With the help of Sir Alan Budd, we have established the Office for Budget Responsibility on a non-statutory basis. Today I am publishing in a written ministerial statement the terms of reference that I have agreed with Sir Alan. With his consent, I can confirm in the House for the first time that the office will produce its independent assessment of the growth forecast and other forecasts next week, on Monday 14 June. The Budget will be presented just over a week later, well within 50 days of the election, as we promised.

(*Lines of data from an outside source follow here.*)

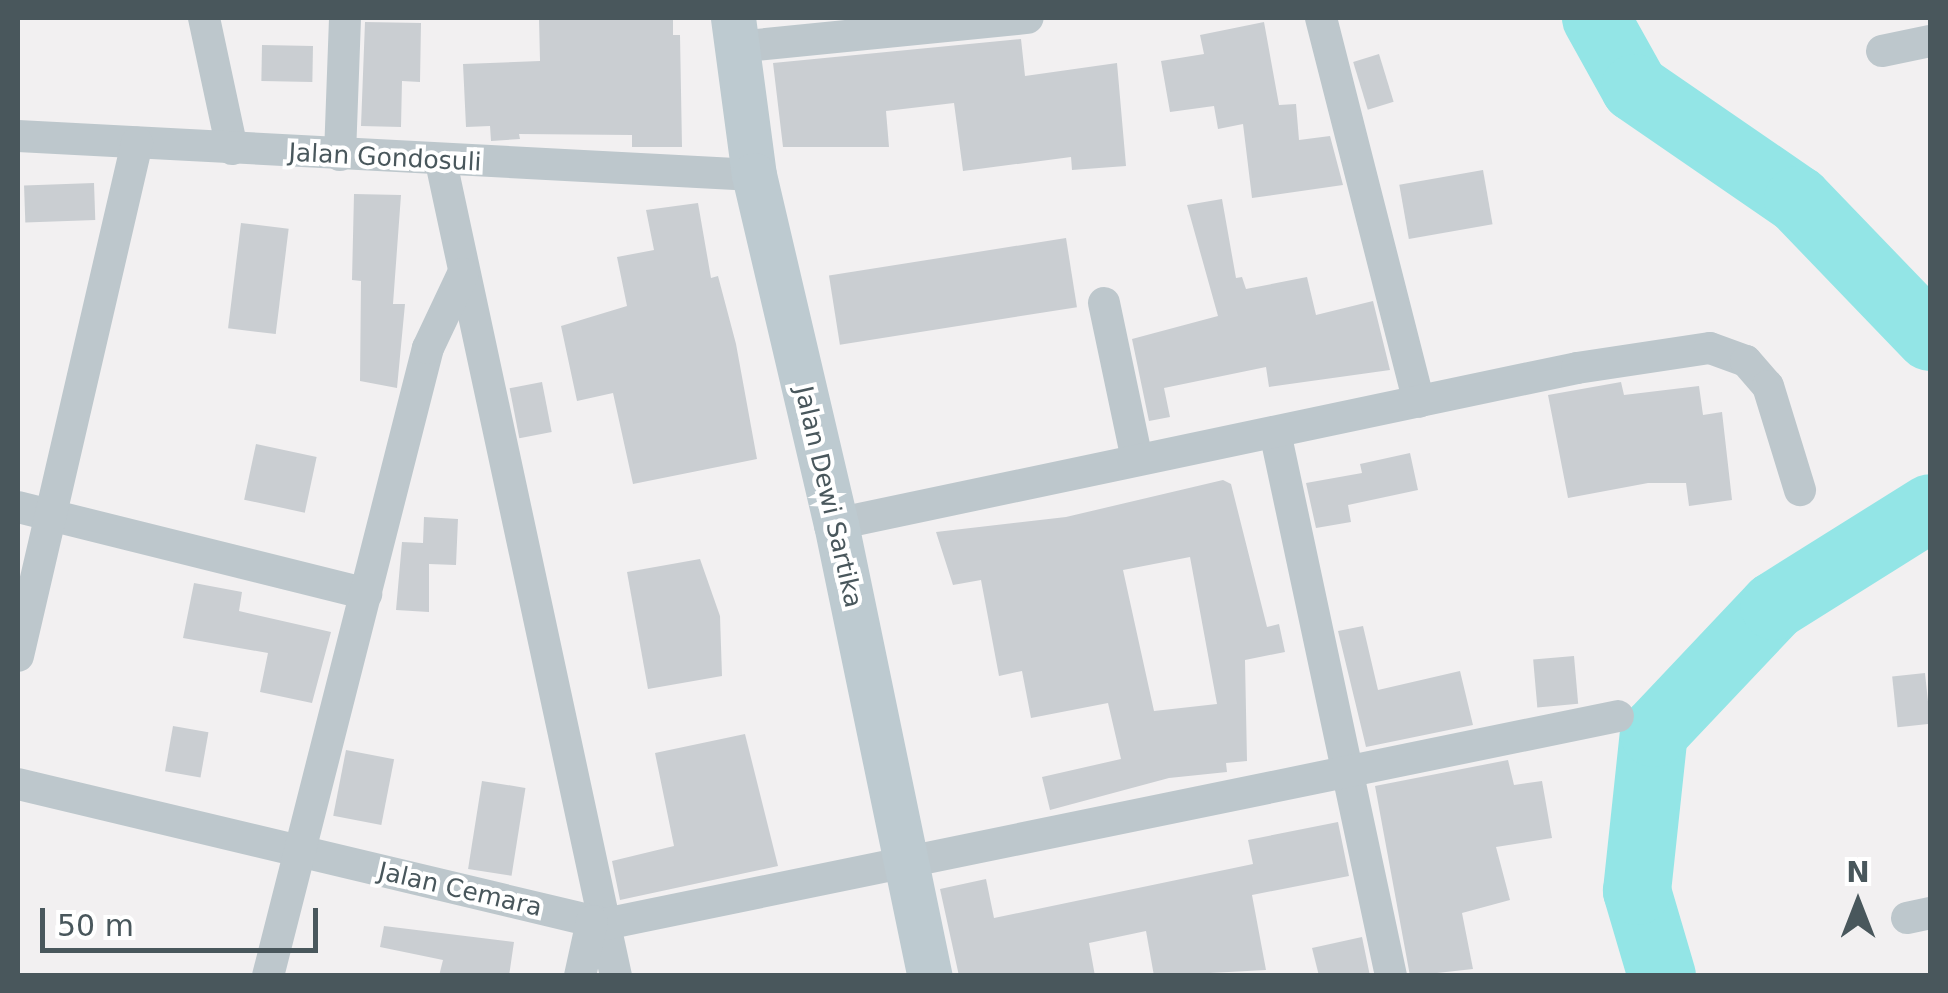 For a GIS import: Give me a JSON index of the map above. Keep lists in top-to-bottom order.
{
  "streets": {
    "main road": ["Jalan Dewi Sartika"],
    "street": ["Jalan Gondosuli", "Jalan Cemara"]
  },
  "crossings": [
    ["Jalan Gondosuli", "Jalan Dewi Sartika"],
    ["Jalan Dewi Sartika", "Jalan Cemara"]
  ],
  "scale_bar": "50 m",
  "north": "top"
}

On the figures, the Chancellor will remember that in February last year the unemployment rate was 2.5 million. Independent forecasters and economists were predicting that unemployment would now be between 3.5 million and 4 million. Does he accept that we do not have those levels of unemployment because of the fiscal stimulus from the previous Government? Furthermore, he will know that the cost of an extra 1 million unemployed is £6 billion, which would wipe out the savings that have just been announced. Will he therefore be extremely careful not to make cuts that will undermine the economic capacity for growth in future?
Unemployment is rising. We have the highest youth unemployment in Europe. We have the highest proportion of children growing up in workless households of any country on the European continent—that is not a record of which I would be particularly proud if I were a Labour MP. We are going to introduce a comprehensive work programme, and reform welfare to create genuine incentives to make work pay. One of the issues that came up time and again in the general election—for me at least, and perhaps for other Members—was the frustration felt by working people on low incomes who go out to work every single day and find that their next-door neighbour has been sitting on out-of-work benefits for years. That is going to be part of the reform that we introduce in our welfare Bill.
I was discussing the Budget, which needs to address the immediate debt situation that the country faces. However, it will also begin the long-term task of moving an economy based on debt—too much consumer debt, too much banking debt, too much Government debt—to an economy in which we save, invest and export in future. If anyone needs to be reminded why the immediate debt situation we have inherited is so serious, I suggest that they read the report on the UK produced by one of the world’s three credit-rating agencies today, which warns of
“a rise in public debt... faster than any other AAA rated sovereign”
country, and points to
“the largest cyclically-adjusted budget deficit in Europe”.
The rating agency says that the previous Government’s plans to reduce the deficit are “distinctly weak” and lack “credibility”. It says that we are the only European economy set to run a budget deficit above 3% in five years’ time. That is all at a time when, as it points out, the fiscal crisis in Greece and other eurozone countries has caused a major shift in investors’ attitude to sovereign risk.